AWK handles multiple files naturally — processing them in sequence with FILENAME tracking each source and FNR resetting per file. This makes AWK ideal for cross-file joins, per-file reporting, and enrichment pipelines where you load a reference dataset from one file and apply it to another. Combine this with getline for pipeline integration and you have a complete data processing toolkit.
1
FNR vs NR — tracking files
AWK
# NR = total records read across ALL files
# FNR = records read in CURRENT file (resets per file)
# FILENAME = name of current input file
# ── Per-file headers ──────────────────────────────────────
awk 'FNR==1 { print "=== File:", FILENAME, "===" }
{ print NR, FNR, $0 }' file1.log file2.log file3.log
# ── Per-file summary ──────────────────────────────────────
awk 'FNR==1 && NR>1 {
# At the start of a new file (but not the very first)
printf " %s: %d errors\n", prev_file, errors
errors = 0
}
/ERROR/ { errors++ }
{ prev_file = FILENAME }
END { printf " %s: %d errors\n", prev_file, errors }' *.log
# ── Detect which file we are in ───────────────────────────
awk 'FILENAME == "servers.csv" { servers[$1] = $2 }
FILENAME == "metrics.log" { print $1, servers[$1], $2 }' \
servers.csv metrics.log
2
Two-file join — the FNR==NR pattern
AWK
# The classic AWK join idiom:
# FNR==NR is true only when reading the FIRST file
# next skips to next record without processing rest of rules
# So: first file loads the lookup table; second file uses it
# ── Enrich metrics with server metadata ───────────────────
# servers.csv: hostname,region,tier,owner
# metrics.log: hostname cpu_pct mem_pct disk_pct
awk 'BEGIN { FS="," }
FNR==NR {
region[$1] = $2
tier[$1] = $3
owner[$1] = $4
next
}
{
h = $1
printf "%-15s region=%-10s tier=%-4s owner=%-12s cpu=%s mem=%s disk=%s\n",
h, region[h], tier[h], owner[h], $2, $3, $4
}' servers.csv metrics.log
# ── Find lines in file2 NOT in file1 (set difference) ─────
awk 'FNR==NR { seen[$0]=1; next }
!seen[$0]' file1.txt file2.txt
# ── Find lines COMMON to both files (intersection) ────────
awk 'FNR==NR { seen[$0]=1; next }
seen[$0]' file1.txt file2.txt
# ── Join on specific field (like SQL JOIN) ────────────────
# employees.csv: id,name,dept_id
# departments.csv: dept_id,dept_name
awk 'BEGIN { FS="," }
FNR==NR { dept[$1]=$2; next }
{ print $2, $3, dept[$3] }' departments.csv employees.csv
3
Writing to multiple output files
AWK
# ── Split log by level ────────────────────────────────────
awk '{ print > "/tmp/logs/" $3 ".log" }' app.log
# Creates: /tmp/logs/ERROR.log, /tmp/logs/WARN.log, /tmp/logs/INFO.log
# ── Split CSV by department ───────────────────────────────
awk -F',' 'NR>1 { print > "/tmp/dept_" $3 ".csv" }' employees.csv
# ── Append to file ────────────────────────────────────────
awk '/ERROR/ { print >> "/var/log/errors_only.log" }
{ print }' app.log
# ── Split into chunks of N lines ─────────────────────────
awk '{ file = sprintf("/tmp/chunk_%04d.txt", int((NR-1)/1000))

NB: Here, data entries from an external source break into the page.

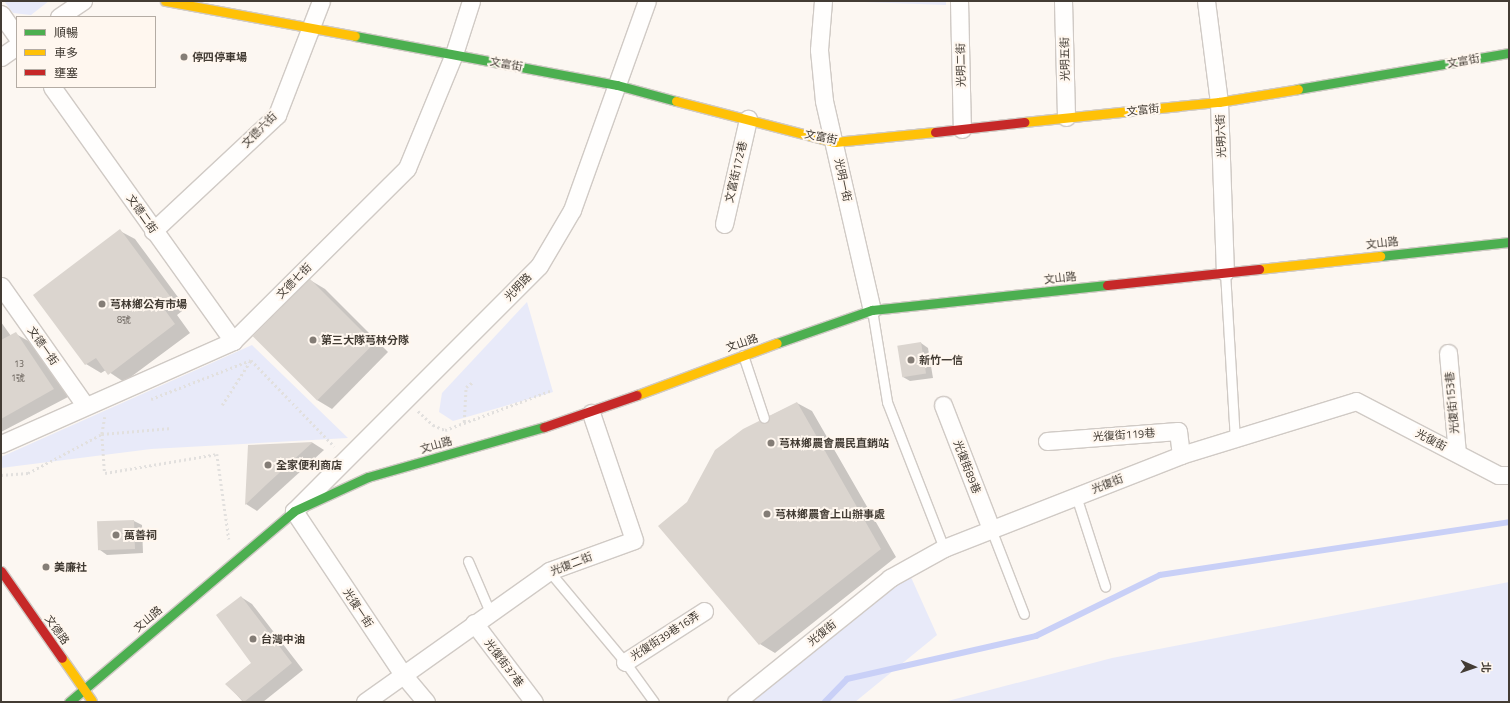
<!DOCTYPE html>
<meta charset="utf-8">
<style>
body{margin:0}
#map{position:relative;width:1510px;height:703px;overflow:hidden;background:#fcf7f2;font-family:"Titillium Web","Noto Sans TC",sans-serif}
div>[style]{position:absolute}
.green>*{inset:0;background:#e8eaf9}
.shadow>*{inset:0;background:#0003}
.stream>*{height:5.5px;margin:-2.75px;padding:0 2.75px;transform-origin:2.75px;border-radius:2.75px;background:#c9d0f7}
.building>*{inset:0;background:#dbd5cf;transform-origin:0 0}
.path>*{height:2.5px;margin-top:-1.25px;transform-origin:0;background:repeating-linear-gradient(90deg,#e2e0de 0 2px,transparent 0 5px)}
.roads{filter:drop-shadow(1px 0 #d0cac5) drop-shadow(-1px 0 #d0cac5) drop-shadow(0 1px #d0cac5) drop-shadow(0 -1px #d0cac5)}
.lane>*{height:9px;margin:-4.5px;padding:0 4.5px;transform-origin:4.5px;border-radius:4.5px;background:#fffefd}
.street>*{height:17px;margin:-8.5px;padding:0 8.5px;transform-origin:8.5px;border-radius:8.5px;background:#fffefd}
.fast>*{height:9px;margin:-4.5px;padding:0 4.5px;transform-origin:4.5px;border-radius:4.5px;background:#4caf50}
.slow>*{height:9px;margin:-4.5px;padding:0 4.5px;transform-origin:4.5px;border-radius:4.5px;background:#ffc107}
.jam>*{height:9px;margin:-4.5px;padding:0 4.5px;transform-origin:4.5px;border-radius:4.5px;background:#c62828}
.dots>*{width:11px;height:11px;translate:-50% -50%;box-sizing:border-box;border:2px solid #fff7ef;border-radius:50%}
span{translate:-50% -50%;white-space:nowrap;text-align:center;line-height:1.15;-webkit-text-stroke:4px #fff7ef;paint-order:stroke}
.number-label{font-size:9px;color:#69625b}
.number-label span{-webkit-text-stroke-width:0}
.poi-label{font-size:11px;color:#433c34;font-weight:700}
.left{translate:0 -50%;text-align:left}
.street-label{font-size:11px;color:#433c34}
.frame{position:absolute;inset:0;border:2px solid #433c34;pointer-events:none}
.legend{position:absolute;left:16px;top:16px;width:140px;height:72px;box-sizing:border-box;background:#fff7ef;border:1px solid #b4aca4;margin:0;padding:5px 7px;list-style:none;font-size:12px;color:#433c34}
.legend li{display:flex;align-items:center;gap:8px;height:20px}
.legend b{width:20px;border:1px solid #b4aca4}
.north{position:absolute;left:1454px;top:647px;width:40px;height:40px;-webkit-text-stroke:3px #fff7ef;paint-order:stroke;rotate:92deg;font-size:11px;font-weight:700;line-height:16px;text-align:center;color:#433c34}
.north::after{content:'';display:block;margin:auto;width:14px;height:18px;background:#433c34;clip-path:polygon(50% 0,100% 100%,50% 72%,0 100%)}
</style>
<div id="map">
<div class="green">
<div style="clip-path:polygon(4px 1px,49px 1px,31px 15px,13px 13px)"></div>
<div style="clip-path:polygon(836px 1px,946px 1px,946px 5px)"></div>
<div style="clip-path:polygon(527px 302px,553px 392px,453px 421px,439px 412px,442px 393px)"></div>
<div style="clip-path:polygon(252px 345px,348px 438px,151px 449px,1px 468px,1px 457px)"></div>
<div style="clip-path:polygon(910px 575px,937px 635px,855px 702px,742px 702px,886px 586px)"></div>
<div style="clip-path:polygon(1509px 582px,1509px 702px,944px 702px,1112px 658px)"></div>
</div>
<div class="shadow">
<div style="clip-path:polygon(120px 231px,135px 239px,186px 308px,177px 315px,190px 333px,124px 382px,106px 370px,101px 373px,86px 364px)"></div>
<div style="clip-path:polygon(310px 280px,325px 289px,388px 352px,332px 409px,317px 400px)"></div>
<div style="clip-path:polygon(1px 322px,11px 336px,16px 334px,30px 342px,68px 397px,1px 432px)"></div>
<div style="clip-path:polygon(921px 343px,928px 348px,933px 378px,910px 381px,903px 377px)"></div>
<div style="clip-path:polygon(797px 403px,812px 411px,896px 557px,775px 653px,760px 644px,688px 503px,767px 425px,770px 416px)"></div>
<div style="clip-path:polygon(313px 443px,324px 450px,257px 511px,246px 504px,249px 446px)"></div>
<div style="clip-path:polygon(134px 521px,142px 525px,143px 553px,107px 555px,100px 550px)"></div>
<div style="clip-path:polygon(241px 597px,252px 604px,303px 670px,263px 702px,243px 702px,227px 684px,252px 663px)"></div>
</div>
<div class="stream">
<div style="left:825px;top:702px;width:32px;rotate:-46deg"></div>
<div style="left:847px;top:679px;width:194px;rotate:-12.8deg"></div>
<div style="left:1036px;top:636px;width:138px;rotate:-26.2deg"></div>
<div style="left:1160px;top:575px;width:353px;rotate:-8.6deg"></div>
</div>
<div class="building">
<div style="clip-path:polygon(120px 229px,172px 299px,162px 306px,175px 324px,108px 375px,96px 358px,85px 365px,33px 295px)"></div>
<div style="left:310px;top:279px;width:91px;height:81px;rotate:45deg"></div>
<div style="clip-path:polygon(16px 332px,54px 389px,1px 419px,1px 340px)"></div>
<div style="left:921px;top:342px;width:32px;height:24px;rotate:81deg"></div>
<div style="clip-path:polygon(797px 402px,881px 549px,759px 645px,658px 526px,687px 502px,715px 450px,743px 429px,759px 421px,766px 424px,769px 416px)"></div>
<div style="clip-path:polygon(313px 442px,266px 485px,245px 505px,248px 445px)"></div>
<div style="left:134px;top:520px;width:29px;height:37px;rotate:88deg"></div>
<div style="clip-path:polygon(241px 596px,292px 663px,244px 702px,225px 684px,251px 663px,216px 615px)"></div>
</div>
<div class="path">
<div style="left:901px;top:1px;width:16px"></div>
<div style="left:151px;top:399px;width:107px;rotate:-21.3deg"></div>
<div style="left:251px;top:360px;width:120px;rotate:46deg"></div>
<div style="left:222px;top:405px;width:54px;rotate:-57.2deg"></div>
<div style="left:418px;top:411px;width:21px;rotate:43deg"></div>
<div style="left:433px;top:425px;width:13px;rotate:23deg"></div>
<div style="left:445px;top:430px;width:112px;rotate:-20.4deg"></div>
<div style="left:105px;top:417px;width:17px;rotate:100deg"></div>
<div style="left:102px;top:434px;width:39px;rotate:86deg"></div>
<div style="left:105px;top:473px;width:114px;rotate:-9.6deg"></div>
<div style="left:217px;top:454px;width:86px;rotate:82deg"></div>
<div style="left:464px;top:422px;width:35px;rotate:-87deg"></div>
<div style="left:466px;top:387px;width:9px;rotate:-36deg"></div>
<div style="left:1px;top:475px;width:27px;rotate:-4deg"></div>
<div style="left:28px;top:473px;width:84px;rotate:-27.8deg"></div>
<div style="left:102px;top:434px;width:70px;rotate:-4.9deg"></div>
</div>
<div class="roads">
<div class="lane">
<div style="left:1225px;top:272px;width:166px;rotate:86.6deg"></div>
<div style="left:872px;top:310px;width:93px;rotate:80.7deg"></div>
<div style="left:887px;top:402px;width:157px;rotate:68.7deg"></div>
<div style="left:743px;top:355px;width:66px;rotate:71.6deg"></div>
<div style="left:1076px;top:496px;width:95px;rotate:72.1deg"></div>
<div style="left:991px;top:529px;width:91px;rotate:68.8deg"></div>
<div style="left:468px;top:561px;width:56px;rotate:66.7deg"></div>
<div style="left:549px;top:571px;width:119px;rotate:50.1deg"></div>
<div style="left:625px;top:662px;width:49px;rotate:54.1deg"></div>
</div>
<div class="street">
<div style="left:823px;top:1px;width:49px;rotate:94.7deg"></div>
<div style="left:819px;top:50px;width:51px;rotate:84.4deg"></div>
<div style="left:824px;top:101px;width:214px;rotate:77.1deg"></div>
<div style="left:959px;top:1px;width:128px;rotate:88.7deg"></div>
<div style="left:1063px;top:1px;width:116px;rotate:88.5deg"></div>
<div style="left:1206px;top:1px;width:102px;rotate:82.7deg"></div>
<div style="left:1219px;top:102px;width:170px;rotate:88deg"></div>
<div style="left:1px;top:14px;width:28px;rotate:55deg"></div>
<div style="left:59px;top:17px;width:29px;rotate:-34deg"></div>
<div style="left:1px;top:57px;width:19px;rotate:-35deg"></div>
<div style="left:52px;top:87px;width:312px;rotate:54.5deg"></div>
<div style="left:724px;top:224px;width:108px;rotate:-77.1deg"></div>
<div style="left:153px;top:231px;width:170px;rotate:-43.1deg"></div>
<div style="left:277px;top:115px;width:122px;rotate:-68.9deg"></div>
<div style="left:1px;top:286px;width:146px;rotate:54.8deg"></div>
<div style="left:1448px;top:353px;width:100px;rotate:84.9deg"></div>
<div style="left:943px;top:405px;width:133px;rotate:68.8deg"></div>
<div style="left:1047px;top:441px;width:131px;rotate:-4.4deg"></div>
<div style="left:1178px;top:431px;width:24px;rotate:83deg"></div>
<div style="left:1px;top:444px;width:254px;rotate:-23.9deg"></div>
<div style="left:233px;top:341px;width:245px;rotate:-44.8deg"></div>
<div style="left:407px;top:168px;width:123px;rotate:-67.6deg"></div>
<div style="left:454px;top:54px;width:56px;rotate:-72.2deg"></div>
<div style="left:474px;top:623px;width:99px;rotate:52.8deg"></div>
<div style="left:625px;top:662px;width:94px;rotate:-32.8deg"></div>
<div style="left:365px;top:702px;width:226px;rotate:-35.4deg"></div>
<div style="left:549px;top:571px;width:90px;rotate:-20deg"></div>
<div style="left:634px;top:540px;width:134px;rotate:-108.7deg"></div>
<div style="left:426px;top:702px;width:38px;rotate:-130deg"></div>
<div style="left:402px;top:673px;width:195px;rotate:-123.7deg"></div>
<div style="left:294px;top:511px;width:346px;rotate:-45deg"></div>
<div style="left:539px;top:266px;width:65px;rotate:-59.5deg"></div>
<div style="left:572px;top:210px;width:222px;rotate:-70.3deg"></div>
<div style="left:736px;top:702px;width:198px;rotate:-38.8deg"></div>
<div style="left:890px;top:578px;width:62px;rotate:-29.1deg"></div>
<div style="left:944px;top:548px;width:255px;rotate:-21.4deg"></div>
<div style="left:1181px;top:455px;width:183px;rotate:-17.1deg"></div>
<div style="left:1356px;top:401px;width:160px;rotate:27.5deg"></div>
<div style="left:1498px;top:475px;width:11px"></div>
</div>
<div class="fast">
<div style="left:355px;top:36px;width:267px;rotate:10.6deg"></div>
<div style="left:617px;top:85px;width:61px;rotate:15.2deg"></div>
<div style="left:1298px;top:89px;width:214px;rotate:-9.7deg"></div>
<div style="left:1380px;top:256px;width:130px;rotate:-6.2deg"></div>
<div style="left:777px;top:343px;width:101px;rotate:-19.2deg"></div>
<div style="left:872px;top:310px;width:236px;rotate:-6.1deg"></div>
<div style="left:69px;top:702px;width:295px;rotate:-40.3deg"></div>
<div style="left:294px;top:511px;width:81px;rotate:-24.7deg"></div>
<div style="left:368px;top:477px;width:183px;rotate:-15.9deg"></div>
</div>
<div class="slow">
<div style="left:165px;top:1px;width:193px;rotate:10.4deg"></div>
<div style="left:676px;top:101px;width:164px;rotate:14.5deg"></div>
<div style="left:835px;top:142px;width:100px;rotate:-5.7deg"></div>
<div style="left:1024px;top:122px;width:196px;rotate:-5.9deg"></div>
<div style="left:1219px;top:102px;width:80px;rotate:-9.3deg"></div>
<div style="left:1259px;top:269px;width:122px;rotate:-6.1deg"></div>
<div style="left:637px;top:395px;width:149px;rotate:-20.4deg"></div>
<div style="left:62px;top:658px;width:52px;rotate:55.1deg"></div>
</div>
<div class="jam">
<div style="left:935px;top:132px;width:90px;rotate:-6.4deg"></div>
<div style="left:1107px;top:285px;width:153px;rotate:-6deg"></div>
<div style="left:544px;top:427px;width:98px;rotate:-19deg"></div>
<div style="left:1px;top:571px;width:106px;rotate:55deg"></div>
</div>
</div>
<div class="dots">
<div style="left:184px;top:57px;background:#847d76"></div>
<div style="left:102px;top:304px;background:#847d76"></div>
<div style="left:313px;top:340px;background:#847d76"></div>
<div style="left:911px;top:360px;background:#847d76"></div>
<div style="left:771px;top:443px;background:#847d76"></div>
<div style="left:268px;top:465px;background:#847d76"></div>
<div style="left:767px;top:514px;background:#847d76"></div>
<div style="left:116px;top:535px;background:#847d76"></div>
<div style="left:46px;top:567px;background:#847d76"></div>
<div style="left:253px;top:639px;background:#847d76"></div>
</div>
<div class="number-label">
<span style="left:124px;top:320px">8號</span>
<span style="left:19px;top:364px">13</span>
<span style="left:18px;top:378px">1號</span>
</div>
<div class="poi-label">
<span class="left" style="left:192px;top:57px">停四停車場</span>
<span class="left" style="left:110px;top:304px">芎林鄉公有市場</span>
<span class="left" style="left:321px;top:340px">第三大隊芎林分隊</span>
<span class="left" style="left:919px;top:360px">新竹一信</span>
<span class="left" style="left:779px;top:443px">芎林鄉農會農民直銷站</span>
<span class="left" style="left:276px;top:465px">全家便利商店</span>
<span class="left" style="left:775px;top:514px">芎林鄉農會上山辦事處</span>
<span class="left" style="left:124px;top:535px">萬善祠</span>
<span class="left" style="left:54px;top:567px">美廉社</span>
<span class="left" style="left:261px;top:639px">台灣中油</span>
</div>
<div class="street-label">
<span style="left:1065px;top:59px;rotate:-91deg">光明五街</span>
<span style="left:1463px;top:61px;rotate:-10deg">文富街</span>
<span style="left:506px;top:64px;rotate:11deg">文富街</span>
<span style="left:961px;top:65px;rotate:-91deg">光明二街</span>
<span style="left:1143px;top:110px;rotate:-6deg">文富街</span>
<span style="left:259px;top:130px;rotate:-45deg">文德六街</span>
<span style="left:1221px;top:136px;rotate:-92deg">光明六街</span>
<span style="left:821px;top:137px;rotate:11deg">文富街</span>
<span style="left:736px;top:172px;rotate:-77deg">文富街172巷</span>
<span style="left:843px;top:180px;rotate:78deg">光明一街</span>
<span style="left:142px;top:214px;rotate:55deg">文德二街</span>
<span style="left:1382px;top:243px;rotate:-6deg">文山路</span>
<span style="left:1060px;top:278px;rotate:-6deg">文山路</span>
<span style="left:294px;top:281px;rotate:-45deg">文德七街</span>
<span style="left:518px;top:287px;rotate:-46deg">光明路</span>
<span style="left:742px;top:343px;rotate:-19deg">文山路</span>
<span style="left:43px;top:346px;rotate:55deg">文德一街</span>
<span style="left:1452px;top:403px;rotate:-95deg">光復街153巷</span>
<span style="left:1124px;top:435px;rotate:-4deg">光復街119巷</span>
<span style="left:1431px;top:440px;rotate:27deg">光復街</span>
<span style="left:436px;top:445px;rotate:-16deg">文山路</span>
<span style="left:967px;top:467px;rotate:69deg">光復街89巷</span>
<span style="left:1107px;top:484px;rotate:-21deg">光復街</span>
<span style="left:571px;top:564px;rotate:-21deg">光復二街</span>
<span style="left:358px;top:608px;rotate:56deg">光復一街</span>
<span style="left:148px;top:619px;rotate:-40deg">文山路</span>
<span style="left:57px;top:630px;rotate:55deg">文德路</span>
<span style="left:822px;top:633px;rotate:-39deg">光復街</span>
<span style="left:665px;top:636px;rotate:-33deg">光復街39巷16弄</span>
<span style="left:504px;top:663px;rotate:53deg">光復街37巷</span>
</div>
<div class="frame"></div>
<ul class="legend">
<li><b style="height:5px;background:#4caf50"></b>順暢</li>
<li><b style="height:5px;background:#ffc107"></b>車多</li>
<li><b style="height:5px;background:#c62828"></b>壅塞</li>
</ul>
<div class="north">北</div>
</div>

print > file }' bigfile.txt
# Creates chunk_0000.txt (lines 1-1000), chunk_0001.txt (1001-2000)...
# ── Print to pipe ─────────────────────────────────────────
awk '{ print | "sort -rn" }' numbers.txt
awk '{ print | "mail -s Alert ops@example.com" }' alerts.txt
# ── Close file handles to flush and reuse ────────────────
awk '{
print > "/tmp/output.txt"
close("/tmp/output.txt") # flush — needed before reading same file
}'
4
getline — reading from commands and files
AWK
# getline reads one line at a time from various sources
# Returns 1 on success, 0 on EOF, -1 on error
# ── Read from a command ───────────────────────────────────
awk 'BEGIN {
while (("cat /etc/hostname" | getline line) > 0)
hostname = line
close("cat /etc/hostname")
print "Running on:", hostname
}
{ print hostname, $0 }' app.log
# ── Read next line from same input ────────────────────────
awk '/^START/ {
getline nextline # reads next line into nextline
print "After START:", nextline
}' events.log
# ── Read from a file ──────────────────────────────────────
awk '{
while ((getline line < "/etc/hosts") > 0)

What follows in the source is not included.